Tigris Senfoni Orkestrası,

Fotoğraf: Bigsanatmedia

 

"Bölgedeki tüm kültür sanat üreten kurumlar ve aktivist hareketler baskı yoluyla kapatılmış etkinlik alanları daraltılmıştı. Türkiye’nin İstanbul başta olmak üzere pek çok farklı sanat fakültesine yerleştirdiğimiz öğrencilerimizin bir kısmı eğitimlerini tamamladıktan sonra kendi şehirlerine döndüklerinde böyle bir politik atmosferde kendilerini ifade edebilecekleri kamusal alanlara ihtiyaç duyduklarını gördük.

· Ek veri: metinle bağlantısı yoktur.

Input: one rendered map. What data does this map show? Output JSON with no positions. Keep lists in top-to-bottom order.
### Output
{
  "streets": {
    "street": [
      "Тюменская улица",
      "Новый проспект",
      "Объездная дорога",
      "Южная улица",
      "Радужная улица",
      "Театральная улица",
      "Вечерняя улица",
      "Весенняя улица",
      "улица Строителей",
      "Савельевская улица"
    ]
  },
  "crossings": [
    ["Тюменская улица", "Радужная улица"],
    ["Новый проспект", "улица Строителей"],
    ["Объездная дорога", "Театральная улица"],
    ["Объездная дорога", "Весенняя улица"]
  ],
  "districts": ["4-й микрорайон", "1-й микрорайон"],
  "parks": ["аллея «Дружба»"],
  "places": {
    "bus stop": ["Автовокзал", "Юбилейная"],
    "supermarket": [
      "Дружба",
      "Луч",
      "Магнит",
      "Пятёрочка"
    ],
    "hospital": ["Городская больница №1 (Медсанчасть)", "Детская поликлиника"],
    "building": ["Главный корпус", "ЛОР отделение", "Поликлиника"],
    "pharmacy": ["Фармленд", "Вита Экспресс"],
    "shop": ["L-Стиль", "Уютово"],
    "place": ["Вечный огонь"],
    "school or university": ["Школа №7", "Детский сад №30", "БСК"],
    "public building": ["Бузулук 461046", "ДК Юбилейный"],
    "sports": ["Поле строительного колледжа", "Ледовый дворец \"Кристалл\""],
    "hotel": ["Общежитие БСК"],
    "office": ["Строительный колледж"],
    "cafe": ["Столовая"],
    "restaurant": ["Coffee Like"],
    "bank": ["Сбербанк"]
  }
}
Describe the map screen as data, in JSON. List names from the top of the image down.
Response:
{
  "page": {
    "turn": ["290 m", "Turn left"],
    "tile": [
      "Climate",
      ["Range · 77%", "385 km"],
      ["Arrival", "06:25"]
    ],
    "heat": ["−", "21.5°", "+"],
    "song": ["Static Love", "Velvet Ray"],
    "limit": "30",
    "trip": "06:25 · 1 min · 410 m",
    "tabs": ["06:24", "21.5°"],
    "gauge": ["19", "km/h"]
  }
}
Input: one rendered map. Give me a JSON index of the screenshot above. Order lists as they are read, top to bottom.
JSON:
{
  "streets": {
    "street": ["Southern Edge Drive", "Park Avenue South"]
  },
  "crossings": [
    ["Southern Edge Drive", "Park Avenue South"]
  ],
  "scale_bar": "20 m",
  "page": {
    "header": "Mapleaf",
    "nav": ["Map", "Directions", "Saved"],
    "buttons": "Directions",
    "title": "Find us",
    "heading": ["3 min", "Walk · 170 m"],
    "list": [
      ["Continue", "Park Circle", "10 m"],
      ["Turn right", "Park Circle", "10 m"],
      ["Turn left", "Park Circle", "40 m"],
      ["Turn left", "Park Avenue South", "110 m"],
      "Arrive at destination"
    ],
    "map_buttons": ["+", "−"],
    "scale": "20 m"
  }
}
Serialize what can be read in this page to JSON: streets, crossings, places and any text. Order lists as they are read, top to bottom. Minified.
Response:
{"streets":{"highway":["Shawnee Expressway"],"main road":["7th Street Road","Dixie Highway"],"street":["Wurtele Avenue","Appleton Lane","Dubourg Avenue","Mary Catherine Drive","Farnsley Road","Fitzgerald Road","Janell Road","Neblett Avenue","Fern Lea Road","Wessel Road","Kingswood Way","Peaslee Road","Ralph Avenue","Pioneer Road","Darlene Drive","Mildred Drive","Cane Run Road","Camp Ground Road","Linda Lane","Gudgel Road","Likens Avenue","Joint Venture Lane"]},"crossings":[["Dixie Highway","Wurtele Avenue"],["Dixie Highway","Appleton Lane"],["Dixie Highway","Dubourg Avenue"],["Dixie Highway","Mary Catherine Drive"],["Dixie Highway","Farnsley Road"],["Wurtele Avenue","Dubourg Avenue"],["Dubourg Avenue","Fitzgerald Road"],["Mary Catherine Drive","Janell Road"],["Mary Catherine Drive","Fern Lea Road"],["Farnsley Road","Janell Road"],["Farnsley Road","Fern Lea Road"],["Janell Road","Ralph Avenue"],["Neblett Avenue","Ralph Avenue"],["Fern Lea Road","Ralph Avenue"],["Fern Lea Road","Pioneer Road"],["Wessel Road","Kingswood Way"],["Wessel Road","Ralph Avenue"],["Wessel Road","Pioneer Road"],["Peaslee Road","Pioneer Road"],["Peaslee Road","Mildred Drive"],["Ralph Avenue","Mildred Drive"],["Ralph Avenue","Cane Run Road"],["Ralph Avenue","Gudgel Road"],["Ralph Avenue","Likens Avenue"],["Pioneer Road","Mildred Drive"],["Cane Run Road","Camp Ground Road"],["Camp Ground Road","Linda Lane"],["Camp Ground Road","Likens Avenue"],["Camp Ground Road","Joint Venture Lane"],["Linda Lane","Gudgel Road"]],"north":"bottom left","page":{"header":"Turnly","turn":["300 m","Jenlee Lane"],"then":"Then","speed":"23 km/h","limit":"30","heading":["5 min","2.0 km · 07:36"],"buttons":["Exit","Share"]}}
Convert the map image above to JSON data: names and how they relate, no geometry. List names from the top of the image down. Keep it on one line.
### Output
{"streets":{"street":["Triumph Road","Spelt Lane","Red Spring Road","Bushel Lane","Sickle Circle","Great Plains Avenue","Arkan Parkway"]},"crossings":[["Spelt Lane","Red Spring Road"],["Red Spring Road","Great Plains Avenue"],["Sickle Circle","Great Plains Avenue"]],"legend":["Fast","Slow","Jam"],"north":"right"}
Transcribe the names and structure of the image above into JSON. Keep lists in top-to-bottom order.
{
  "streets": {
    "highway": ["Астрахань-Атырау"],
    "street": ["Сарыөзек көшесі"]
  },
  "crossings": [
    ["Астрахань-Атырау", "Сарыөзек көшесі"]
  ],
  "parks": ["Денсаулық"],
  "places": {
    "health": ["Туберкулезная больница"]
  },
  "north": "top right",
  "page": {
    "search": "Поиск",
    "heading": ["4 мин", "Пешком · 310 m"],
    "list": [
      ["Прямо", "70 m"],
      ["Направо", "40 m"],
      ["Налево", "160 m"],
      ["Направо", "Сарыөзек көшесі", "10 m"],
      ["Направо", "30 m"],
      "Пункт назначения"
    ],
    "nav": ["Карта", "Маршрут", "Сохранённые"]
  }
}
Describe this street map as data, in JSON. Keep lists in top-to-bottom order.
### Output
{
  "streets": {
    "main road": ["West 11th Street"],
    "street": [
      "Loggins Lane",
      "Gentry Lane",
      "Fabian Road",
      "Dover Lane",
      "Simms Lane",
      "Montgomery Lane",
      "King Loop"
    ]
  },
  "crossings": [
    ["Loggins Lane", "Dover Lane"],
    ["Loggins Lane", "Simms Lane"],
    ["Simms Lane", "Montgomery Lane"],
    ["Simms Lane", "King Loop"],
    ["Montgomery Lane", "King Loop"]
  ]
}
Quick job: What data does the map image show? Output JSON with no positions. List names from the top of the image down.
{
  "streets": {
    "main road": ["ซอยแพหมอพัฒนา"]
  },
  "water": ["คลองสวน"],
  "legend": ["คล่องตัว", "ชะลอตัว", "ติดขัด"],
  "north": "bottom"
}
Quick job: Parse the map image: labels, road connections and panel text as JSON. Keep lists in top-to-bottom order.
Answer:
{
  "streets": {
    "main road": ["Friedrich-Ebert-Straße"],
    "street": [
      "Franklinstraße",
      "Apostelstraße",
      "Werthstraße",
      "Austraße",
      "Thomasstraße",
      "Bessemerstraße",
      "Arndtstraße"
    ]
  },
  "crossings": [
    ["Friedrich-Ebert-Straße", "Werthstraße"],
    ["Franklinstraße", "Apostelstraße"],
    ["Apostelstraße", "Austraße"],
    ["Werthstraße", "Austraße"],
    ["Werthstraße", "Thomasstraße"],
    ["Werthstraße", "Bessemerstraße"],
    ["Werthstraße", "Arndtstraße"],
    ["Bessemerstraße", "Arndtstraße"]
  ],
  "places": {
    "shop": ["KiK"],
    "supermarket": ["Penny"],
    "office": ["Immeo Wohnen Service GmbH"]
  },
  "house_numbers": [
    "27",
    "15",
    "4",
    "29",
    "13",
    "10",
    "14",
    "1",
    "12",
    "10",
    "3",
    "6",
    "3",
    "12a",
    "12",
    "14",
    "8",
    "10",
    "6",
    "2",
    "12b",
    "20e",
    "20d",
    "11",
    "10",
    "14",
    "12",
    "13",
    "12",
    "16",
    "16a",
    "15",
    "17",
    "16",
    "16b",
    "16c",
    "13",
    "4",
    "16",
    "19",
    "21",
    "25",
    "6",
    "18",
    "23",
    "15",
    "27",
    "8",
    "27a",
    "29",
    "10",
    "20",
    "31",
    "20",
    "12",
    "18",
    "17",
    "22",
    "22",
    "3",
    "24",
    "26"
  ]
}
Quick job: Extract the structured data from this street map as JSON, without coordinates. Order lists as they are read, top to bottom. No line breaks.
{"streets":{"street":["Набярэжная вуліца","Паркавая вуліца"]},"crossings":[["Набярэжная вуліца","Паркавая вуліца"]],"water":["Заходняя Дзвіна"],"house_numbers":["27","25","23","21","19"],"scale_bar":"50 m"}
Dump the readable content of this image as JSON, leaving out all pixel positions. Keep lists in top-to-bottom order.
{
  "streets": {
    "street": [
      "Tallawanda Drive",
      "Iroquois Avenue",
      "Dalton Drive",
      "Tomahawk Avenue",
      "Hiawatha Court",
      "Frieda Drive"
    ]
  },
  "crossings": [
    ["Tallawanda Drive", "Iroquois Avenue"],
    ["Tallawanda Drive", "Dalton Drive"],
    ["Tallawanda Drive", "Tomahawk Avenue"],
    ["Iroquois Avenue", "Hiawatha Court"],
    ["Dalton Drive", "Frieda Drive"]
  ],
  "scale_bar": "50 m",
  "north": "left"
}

Bu nedenle 2018 yılında sanatçı arkadaşım Aziz Tilki ile böyle bir ihtiyaca cevap olmasını umduğumuz a4 atölye'yi kurduk."

 

Diyarbakır’daki sanat dinamizminin boyutları ile yerel sermayenin sanata yatkınlığı arasında nasıl bir ilişkiden söz edebiliriz? Yerel sermayenin sanata yönlendirilmesi konusunda bir danışmanlık alanı olarak da düşünebileceğiniz Rıdvan Kuday Galeri'nin açılma hikâyesinden söz eder misin?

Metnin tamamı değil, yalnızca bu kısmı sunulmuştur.